[Your instructions]: If a line in the data contains "Enumerate", copy it out.

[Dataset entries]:
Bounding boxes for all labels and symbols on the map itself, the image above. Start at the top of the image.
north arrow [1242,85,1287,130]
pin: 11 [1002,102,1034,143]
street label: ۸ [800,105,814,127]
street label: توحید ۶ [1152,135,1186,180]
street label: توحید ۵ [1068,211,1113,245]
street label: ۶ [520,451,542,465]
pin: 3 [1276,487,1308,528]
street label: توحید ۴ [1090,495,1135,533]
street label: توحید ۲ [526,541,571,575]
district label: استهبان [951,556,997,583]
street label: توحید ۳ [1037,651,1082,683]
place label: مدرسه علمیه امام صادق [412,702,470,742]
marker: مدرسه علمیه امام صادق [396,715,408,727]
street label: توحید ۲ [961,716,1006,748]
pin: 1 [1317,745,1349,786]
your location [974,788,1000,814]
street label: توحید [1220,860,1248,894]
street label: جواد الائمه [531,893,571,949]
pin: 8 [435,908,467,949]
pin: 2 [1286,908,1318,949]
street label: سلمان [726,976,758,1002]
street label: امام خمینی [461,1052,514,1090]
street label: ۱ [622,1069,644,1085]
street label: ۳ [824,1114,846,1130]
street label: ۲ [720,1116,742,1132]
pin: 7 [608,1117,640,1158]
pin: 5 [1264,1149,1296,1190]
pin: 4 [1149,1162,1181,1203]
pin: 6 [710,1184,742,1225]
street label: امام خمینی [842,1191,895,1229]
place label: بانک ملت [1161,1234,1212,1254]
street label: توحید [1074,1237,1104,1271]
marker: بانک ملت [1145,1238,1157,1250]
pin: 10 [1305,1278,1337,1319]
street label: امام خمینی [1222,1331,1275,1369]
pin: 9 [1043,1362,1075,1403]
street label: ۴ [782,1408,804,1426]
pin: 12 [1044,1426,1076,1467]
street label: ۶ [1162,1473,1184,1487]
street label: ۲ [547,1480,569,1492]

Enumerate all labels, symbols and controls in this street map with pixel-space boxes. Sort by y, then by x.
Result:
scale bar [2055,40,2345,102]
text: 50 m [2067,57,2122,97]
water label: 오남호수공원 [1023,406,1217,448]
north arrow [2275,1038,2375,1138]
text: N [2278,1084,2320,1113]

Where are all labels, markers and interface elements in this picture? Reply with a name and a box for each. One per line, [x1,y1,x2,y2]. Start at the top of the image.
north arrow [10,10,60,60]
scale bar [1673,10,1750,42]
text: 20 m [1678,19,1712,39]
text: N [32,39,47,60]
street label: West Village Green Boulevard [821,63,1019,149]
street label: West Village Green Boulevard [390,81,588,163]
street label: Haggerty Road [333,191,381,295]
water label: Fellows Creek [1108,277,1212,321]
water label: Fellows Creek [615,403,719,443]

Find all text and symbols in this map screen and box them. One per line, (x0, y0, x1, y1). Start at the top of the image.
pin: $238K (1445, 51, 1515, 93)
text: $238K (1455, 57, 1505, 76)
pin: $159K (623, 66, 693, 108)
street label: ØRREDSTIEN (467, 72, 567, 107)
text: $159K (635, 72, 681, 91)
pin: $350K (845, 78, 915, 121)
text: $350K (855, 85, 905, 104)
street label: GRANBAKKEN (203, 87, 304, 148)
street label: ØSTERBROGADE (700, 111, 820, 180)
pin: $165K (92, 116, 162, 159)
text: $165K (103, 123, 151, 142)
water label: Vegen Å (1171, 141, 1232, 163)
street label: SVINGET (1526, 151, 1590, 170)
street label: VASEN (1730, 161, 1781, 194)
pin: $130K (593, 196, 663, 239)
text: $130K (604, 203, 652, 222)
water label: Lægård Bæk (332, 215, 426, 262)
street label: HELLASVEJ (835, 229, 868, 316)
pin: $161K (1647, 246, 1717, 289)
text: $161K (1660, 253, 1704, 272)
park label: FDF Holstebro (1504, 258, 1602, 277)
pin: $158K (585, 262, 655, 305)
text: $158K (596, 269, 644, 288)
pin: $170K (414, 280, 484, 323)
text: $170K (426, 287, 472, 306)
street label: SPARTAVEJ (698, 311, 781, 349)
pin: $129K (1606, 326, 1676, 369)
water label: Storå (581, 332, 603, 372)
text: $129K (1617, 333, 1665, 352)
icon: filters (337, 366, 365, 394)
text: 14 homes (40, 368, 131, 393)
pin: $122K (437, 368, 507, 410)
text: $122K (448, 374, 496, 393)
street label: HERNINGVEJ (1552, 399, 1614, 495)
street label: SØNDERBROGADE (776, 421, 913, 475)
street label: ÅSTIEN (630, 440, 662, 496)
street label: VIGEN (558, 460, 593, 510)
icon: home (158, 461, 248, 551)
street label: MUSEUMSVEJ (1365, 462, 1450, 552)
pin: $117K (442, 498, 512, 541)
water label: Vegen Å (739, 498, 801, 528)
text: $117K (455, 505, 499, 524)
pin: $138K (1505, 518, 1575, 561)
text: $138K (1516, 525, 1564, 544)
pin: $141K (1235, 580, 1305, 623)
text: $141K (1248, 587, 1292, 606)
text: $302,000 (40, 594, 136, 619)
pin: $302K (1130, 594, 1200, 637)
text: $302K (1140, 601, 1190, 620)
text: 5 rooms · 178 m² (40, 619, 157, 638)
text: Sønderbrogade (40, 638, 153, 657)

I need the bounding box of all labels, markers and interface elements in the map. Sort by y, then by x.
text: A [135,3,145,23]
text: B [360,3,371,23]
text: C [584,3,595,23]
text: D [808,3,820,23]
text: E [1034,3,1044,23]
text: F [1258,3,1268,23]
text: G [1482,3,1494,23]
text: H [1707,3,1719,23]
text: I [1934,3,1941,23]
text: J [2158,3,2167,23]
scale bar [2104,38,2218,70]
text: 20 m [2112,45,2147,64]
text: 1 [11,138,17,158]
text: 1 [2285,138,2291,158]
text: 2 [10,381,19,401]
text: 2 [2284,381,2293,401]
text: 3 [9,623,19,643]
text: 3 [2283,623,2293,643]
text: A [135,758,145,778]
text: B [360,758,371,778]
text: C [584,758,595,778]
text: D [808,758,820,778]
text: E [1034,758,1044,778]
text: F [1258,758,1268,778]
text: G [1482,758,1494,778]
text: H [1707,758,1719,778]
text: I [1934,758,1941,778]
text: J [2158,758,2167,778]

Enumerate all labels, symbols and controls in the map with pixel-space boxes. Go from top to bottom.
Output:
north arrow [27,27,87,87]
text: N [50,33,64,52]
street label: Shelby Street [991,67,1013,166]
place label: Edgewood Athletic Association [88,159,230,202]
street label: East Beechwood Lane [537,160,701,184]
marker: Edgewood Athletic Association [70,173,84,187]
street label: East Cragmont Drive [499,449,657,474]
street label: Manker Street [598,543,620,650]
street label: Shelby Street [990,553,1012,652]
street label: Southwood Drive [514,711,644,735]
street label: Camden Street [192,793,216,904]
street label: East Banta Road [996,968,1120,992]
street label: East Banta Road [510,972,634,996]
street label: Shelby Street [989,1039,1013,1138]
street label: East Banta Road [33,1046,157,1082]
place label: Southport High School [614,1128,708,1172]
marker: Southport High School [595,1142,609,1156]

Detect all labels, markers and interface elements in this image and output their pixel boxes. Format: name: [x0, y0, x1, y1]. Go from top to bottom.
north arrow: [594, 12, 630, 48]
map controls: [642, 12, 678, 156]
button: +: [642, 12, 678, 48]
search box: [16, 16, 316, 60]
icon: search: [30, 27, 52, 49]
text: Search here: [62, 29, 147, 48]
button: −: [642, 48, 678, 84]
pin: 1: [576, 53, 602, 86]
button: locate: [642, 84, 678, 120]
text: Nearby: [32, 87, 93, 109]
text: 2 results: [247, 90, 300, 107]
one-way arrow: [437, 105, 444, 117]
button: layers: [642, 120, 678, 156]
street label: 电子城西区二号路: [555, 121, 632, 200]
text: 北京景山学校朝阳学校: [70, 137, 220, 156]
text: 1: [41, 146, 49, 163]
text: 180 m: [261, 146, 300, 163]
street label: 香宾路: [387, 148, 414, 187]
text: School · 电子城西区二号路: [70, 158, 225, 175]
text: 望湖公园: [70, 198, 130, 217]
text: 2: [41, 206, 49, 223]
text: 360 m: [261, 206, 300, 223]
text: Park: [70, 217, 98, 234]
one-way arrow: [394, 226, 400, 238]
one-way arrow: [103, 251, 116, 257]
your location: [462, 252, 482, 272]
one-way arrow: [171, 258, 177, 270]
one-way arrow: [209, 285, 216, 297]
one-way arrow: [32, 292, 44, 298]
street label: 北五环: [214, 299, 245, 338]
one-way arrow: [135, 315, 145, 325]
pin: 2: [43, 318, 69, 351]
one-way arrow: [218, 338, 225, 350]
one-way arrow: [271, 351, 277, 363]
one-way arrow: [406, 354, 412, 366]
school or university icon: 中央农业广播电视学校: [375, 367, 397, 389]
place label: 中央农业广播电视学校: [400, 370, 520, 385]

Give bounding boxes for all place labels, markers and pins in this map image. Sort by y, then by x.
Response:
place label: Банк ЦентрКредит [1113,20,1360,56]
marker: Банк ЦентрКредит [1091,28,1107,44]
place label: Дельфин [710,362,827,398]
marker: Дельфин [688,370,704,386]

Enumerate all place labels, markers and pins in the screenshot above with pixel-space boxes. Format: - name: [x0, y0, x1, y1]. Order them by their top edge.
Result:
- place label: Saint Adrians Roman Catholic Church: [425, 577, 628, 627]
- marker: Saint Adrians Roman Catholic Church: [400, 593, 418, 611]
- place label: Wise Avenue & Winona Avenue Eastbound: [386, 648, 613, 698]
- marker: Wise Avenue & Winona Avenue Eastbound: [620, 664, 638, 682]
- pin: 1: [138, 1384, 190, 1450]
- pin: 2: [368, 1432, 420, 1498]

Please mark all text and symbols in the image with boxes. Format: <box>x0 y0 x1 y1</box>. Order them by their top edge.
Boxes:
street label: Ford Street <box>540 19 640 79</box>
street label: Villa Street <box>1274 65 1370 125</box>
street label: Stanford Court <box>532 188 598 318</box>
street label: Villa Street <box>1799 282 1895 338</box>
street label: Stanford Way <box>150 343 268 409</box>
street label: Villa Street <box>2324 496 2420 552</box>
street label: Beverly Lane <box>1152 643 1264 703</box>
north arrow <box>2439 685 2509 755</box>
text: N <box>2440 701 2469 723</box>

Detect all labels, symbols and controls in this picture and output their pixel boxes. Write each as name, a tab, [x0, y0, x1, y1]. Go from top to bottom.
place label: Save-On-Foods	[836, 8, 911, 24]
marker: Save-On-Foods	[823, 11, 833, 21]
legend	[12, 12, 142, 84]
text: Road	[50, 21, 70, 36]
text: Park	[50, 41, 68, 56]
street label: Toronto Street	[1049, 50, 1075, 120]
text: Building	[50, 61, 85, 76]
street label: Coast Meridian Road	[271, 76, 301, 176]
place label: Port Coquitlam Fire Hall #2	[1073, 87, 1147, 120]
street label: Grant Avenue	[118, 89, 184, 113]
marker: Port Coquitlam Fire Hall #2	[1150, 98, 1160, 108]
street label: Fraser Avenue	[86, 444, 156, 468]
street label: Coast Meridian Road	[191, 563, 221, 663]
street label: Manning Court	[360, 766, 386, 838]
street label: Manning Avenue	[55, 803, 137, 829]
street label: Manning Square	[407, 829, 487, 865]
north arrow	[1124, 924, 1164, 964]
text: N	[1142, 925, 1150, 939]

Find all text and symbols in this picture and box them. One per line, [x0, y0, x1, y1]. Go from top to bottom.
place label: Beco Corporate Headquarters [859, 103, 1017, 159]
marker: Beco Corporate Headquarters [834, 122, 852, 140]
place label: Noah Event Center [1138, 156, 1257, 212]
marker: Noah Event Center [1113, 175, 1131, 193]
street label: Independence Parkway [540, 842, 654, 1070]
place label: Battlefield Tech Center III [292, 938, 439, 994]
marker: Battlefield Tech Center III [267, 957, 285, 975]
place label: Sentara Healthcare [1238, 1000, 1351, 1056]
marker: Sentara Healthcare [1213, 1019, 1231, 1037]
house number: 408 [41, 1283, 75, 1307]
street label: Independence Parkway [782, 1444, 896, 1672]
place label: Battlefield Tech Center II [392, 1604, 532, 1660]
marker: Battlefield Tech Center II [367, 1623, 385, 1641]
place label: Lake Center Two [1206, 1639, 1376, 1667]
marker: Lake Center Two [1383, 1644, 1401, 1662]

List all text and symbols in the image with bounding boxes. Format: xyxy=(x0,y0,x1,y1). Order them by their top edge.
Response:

[Task response]:
Enumerate all labels, symbols and controls in this street map with pixel-space boxes. Sort by y, then by x.
Enumerate all labels, symbols and controls in the map with pixel-space boxes. Go from top to bottom.
Enumerate all place labels, markers and pins in the screenshot above with pixel-space boxes. Format: - name: [x0, y0, x1, y1]. Order them by their top edge.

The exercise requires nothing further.